What’s the
difference between WaitHandle.WaitOne/WaitAny/WaitAll and just PInvoke’ing to
WaitForSingleObject or WaitForMultipleObjects directly? Plenty.
There are
several reasons why we prefer you to use managed blocking through WaitHandle or
similar primitives, rather than calling out to the operating system via
PInvoke.
First, we
can blur any platform differences for
you
Do you know
the differences between Windows 95 and Windows Server 2003 when you have
duplicate handles in the list you are waiting on? You certainly shouldn’t have
to!
Second, we
can do any pumping that is appropriate
While a
thread in a Single-Threaded Apartment (STA) blocks, we will pump certain
messages for you. Message pumping
during blocking is one of the black arts at Microsoft. Pumping too much can cause reentrancy
that invalidates assumptions made by your application. Pumping too little causes deadlocks. Starting with Windows 2000, OLE32
exposes CoWaitForMultipleHandles so that you can pump “just the right
amount.” On lower operating
systems, the CLR uses MsgWaitForMultipleHandles / PeekMessage /
MsgWaitForMultipleHandlesEx and whatever else is available on that version of
the operating system to try to mirror the behavior of
CoWaitForMultipleHandles. The net
effect is that we will always pump COM calls waiting to get into your STA. And any SendMessages to any windows will
be serviced. But most PostMessages
will be delayed until you have finished
blocking.
The degree
of pumping that’s happening has been painfully tuned to be appropriate to
WindowsForms, non-GUI console apps, ASP compatibility mode using an STA
threadpool on the server, and all the other traditional STA scenarios. However, in the future we know we’re
going to be revisiting this.
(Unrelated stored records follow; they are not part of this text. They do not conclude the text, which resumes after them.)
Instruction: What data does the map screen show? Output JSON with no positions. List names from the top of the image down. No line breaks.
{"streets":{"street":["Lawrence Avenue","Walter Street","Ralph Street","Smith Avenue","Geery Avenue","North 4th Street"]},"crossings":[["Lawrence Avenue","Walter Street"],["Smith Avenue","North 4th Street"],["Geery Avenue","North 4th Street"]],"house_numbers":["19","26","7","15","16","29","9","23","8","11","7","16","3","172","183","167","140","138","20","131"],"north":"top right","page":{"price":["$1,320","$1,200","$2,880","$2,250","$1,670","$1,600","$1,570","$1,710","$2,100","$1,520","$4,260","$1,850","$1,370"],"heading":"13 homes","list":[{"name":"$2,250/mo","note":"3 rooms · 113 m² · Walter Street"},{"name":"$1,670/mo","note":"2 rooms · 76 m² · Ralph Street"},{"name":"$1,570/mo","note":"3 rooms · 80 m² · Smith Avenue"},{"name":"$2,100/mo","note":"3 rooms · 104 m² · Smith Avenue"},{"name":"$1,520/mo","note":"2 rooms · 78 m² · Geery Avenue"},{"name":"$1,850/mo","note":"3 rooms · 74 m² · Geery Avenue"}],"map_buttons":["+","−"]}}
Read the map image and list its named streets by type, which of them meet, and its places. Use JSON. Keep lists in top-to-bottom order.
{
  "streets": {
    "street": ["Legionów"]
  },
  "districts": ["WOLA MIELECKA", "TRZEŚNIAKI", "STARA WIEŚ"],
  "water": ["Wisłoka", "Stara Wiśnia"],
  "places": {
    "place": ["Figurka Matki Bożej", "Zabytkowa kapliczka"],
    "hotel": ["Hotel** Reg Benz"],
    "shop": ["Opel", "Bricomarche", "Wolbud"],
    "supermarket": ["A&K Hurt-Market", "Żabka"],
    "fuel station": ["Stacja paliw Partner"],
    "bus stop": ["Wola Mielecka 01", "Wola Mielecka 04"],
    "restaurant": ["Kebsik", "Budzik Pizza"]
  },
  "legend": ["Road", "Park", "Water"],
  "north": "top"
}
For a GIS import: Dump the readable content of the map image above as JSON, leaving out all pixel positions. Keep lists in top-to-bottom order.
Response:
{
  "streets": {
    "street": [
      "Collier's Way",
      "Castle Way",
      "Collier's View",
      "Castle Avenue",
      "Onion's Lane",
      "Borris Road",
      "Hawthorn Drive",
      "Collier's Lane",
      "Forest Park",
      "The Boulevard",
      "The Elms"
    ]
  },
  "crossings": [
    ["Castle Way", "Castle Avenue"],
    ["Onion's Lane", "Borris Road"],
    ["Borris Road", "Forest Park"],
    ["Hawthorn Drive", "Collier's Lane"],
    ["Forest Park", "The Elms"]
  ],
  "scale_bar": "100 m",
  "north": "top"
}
The
underlying operating system is evolving and there are some big changes underway
in this area. Believe me, you don’t
want to be doing this stuff yourself. The CLR should be insulating you from
this pain.
Third, the
CLR can make wise decisions about
activity
The CLR
threadpool monitors CPU utilization to guide its heuristics about thread
injection and retirement. It also
notices GC activity, since there’s little reason to inject a thread that will
immediately be suspended until a non-concurrent GC is complete. The threadpool also notices whenever one
of its threads is blocked or emerges from a blocking operation. We can do this accurately if you use
managed blocking. If you PInvoke to
unmanaged blocking services, everything is
opaque.
Fourth, we
can ensure that your thread can be
controlled
The
operating system provides a TerminateThread() service. It should never be used under any
circumstances. It will corrupt the
process. The CLR provides services
like Thread.Abort and Thread.Interrupt. They can take control of your thread in a
reasonably safe manner. By
reasonably safe, I mean that the process and the CLR remain consistent. Your application state might not remain
consistent. In particular, if a
thread is Aborted while it is executing a .cctor method, I’ve explained in
another blog how this leaves your class in an “off limits” situation. Another example of this is that your
thread might be Aborted in the middle of executing some backout code like a
finally or catch clause. Once
again, your application state might be
corrupt.
(We’re
careful to allow finally and catch clauses to execute once an Abort has been
induced on your thread. But that’s
subtly different from never inducing an Abort in the middle of a finally or
catch execution).
Over time,
we hope to provide ways for your application to remain consistent – even in the
face of Thread.Abort and other asynchronous exceptions, including resource
failures like OutOfMemoryException and
StackOverflowException.
Until then,
there are only two completely safe uses of
Thread.Abort:
1)
You can abort your own thread via
Thread.CurrentThread.Abort.
2)
You can perform an AppDomain.Unload, which internally
uses Thread.Abort to unwind threads out of the doomed
AppDomain.
The first
usage is safe because the Abort isn’t induced asynchronously. You are inducing it directly on your own
thread – almost as if you had called “throw new
ThreadAbortException();”
The second
usage is safe because all the application state is being discarded after the
thread has been Aborted. That
application state might be inconsistent, but it’s all going away
anyway.
However, if
you PInvoke to WaitForMultipleObject, then Thread.Abort is powerless. We cannot take control of threads that
are in unmanaged code. The
operating system provides no safe way to do this. A thread in unmanaged code could be
holding arbitrary locks (the OS loader lock and the OS heap lock are two
particularly troublesome ones).
So there are
several good reasons why you should favor managed blocking over a PInvoke to
unmanaged blocking. Examples of
managed blocking are:
-
Thread.Join
-
WaitHandle.WaitOne/WaitAny/WaitAll
-
GC.WaitForPendingFinalizers
-
Monitor.Enter if there is enough contention for us to give up on
spinning and block
Thread.Sleep
is a little unusual. We can take
control of threads that are inside this service. But, following the tradition of Sleep on
the underlying Windows operating system, we perform no
pumping.
If you need
to Sleep on an STA thread, but you want to perform the standard COM and
SendMessage pumping, consider Thread.CurrentThread.Join(timeout) as a
replacement.